(MATERIAL SUPPLIED Opens)

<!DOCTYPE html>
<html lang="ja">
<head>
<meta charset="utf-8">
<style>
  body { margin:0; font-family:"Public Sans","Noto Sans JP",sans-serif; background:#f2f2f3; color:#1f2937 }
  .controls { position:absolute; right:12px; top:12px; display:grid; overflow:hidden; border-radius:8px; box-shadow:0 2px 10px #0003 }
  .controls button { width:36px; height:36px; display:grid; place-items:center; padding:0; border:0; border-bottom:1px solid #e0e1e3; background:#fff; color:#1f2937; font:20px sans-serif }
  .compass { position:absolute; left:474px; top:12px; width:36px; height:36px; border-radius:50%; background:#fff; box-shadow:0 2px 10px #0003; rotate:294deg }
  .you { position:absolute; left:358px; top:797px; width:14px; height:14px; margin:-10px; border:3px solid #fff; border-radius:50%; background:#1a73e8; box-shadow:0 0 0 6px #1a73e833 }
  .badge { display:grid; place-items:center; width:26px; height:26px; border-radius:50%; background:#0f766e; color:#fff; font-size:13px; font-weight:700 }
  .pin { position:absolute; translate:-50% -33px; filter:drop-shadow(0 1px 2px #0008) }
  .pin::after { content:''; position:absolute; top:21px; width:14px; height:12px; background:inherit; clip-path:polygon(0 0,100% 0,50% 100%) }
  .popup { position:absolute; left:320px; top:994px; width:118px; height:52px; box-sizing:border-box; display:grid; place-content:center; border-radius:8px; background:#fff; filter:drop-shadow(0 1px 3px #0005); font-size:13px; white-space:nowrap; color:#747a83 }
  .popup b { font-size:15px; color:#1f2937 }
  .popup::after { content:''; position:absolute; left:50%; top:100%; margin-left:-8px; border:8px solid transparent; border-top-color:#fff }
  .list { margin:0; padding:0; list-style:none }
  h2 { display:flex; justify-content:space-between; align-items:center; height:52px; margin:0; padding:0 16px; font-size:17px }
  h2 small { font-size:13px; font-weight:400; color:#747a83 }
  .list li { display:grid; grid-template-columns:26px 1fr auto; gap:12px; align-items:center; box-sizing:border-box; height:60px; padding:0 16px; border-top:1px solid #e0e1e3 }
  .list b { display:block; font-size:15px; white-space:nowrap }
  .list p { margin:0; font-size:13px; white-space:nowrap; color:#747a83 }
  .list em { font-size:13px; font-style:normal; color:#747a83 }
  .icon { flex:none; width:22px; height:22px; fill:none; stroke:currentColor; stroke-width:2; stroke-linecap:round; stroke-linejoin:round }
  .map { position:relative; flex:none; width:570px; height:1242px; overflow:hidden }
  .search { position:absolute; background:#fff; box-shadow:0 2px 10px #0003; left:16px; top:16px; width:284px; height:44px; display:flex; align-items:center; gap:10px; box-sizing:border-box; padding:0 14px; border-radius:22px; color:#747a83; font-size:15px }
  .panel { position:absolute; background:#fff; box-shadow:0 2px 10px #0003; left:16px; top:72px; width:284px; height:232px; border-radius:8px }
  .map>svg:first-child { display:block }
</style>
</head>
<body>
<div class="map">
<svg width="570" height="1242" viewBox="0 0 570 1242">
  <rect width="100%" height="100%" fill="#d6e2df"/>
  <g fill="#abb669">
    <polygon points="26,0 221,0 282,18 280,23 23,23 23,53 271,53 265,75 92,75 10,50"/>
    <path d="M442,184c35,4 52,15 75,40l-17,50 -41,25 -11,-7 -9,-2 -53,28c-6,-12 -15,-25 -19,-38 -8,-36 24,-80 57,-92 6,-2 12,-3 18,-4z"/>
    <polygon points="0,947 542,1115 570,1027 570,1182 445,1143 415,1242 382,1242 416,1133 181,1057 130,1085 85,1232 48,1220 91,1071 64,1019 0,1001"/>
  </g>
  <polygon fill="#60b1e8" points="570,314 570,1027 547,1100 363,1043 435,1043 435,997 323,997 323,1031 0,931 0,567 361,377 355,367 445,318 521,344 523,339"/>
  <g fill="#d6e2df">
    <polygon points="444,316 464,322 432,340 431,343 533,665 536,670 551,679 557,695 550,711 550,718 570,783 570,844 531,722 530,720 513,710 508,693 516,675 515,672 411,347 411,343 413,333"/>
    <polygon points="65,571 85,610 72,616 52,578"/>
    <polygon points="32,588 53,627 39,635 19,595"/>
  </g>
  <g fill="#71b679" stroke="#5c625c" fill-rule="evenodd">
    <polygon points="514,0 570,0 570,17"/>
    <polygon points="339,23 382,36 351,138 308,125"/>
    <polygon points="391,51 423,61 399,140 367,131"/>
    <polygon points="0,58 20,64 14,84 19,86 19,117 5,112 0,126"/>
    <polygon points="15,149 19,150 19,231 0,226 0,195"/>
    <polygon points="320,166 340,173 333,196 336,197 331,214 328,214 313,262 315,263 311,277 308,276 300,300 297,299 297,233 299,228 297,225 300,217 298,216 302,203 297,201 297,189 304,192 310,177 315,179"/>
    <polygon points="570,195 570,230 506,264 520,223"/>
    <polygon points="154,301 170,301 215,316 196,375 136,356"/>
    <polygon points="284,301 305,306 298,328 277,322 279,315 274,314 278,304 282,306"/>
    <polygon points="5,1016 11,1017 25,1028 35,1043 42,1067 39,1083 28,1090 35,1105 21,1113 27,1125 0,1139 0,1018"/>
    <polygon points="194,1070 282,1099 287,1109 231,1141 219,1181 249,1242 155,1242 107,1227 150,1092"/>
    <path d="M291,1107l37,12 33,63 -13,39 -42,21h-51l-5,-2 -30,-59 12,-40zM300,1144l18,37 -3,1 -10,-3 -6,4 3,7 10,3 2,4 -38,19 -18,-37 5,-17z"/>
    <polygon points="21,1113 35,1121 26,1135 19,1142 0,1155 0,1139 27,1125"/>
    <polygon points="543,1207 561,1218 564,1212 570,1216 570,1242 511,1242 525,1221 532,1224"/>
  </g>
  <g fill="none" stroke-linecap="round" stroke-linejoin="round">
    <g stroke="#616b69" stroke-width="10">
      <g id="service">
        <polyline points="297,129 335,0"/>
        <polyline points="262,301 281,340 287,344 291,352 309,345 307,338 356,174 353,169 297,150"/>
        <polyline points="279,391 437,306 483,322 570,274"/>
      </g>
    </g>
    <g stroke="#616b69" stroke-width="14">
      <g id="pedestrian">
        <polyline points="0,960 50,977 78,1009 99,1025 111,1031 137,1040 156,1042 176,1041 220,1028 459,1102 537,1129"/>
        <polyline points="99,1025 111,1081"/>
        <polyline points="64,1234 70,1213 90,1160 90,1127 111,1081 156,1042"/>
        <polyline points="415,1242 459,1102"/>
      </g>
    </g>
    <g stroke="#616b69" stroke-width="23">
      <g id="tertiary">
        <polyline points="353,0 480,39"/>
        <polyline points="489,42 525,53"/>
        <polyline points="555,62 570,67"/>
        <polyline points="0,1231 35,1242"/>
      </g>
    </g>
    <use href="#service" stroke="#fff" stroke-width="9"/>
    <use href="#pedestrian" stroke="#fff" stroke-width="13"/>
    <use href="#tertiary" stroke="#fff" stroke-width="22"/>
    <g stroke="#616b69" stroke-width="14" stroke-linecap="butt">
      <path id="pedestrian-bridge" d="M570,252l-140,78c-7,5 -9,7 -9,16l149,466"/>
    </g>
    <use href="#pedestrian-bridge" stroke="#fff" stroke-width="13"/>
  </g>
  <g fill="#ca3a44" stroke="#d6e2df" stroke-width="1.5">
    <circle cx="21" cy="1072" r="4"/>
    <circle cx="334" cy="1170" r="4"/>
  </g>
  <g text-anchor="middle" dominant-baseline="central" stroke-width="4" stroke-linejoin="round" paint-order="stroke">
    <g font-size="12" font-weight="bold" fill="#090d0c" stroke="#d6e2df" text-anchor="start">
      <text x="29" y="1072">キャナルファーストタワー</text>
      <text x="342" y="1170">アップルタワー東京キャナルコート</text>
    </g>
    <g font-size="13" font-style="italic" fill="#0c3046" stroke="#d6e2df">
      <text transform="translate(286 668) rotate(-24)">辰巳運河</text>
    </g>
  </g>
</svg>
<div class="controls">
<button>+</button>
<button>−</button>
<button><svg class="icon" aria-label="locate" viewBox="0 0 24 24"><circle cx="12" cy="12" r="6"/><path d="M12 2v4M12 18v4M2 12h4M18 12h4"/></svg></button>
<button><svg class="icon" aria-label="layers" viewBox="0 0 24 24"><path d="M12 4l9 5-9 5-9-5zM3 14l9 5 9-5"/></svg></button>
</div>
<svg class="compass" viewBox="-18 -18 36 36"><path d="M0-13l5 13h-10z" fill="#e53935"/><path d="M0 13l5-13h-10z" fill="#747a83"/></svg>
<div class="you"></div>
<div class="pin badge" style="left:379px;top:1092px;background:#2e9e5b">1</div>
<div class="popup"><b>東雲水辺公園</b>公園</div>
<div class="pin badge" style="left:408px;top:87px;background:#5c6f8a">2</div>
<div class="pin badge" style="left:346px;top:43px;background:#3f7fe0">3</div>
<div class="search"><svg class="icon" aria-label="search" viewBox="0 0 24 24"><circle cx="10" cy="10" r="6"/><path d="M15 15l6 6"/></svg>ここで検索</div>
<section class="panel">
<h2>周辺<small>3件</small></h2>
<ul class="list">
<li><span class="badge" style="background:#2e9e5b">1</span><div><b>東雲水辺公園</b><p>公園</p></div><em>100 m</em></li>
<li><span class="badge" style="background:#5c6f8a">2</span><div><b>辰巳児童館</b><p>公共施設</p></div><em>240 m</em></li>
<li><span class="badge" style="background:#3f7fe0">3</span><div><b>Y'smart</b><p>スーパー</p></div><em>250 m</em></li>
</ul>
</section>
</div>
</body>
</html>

(MATERIAL SUPPLIED Closes)

[WHAT TO DO]
Within the entries above, find every line where the string "solid" occurs, and copy it.

[COMPLETED TASK]
  .controls button { width:36px; height:36px; display:grid; place-items:center; padding:0; border:0; border-bottom:1px solid #e0e1e3; background:#fff; color:#1f2937; font:20px sans-serif }
  .you { position:absolute; left:358px; top:797px; width:14px; height:14px; margin:-10px; border:3px solid #fff; border-radius:50%; background:#1a73e8; box-shadow:0 0 0 6px #1a73e833 }
  .popup::after { content:''; position:absolute; left:50%; top:100%; margin-left:-8px; border:8px solid transparent; border-top-color:#fff }
  .list li { display:grid; grid-template-columns:26px 1fr auto; gap:12px; align-items:center; box-sizing:border-box; height:60px; padding:0 16px; border-top:1px solid #e0e1e3 }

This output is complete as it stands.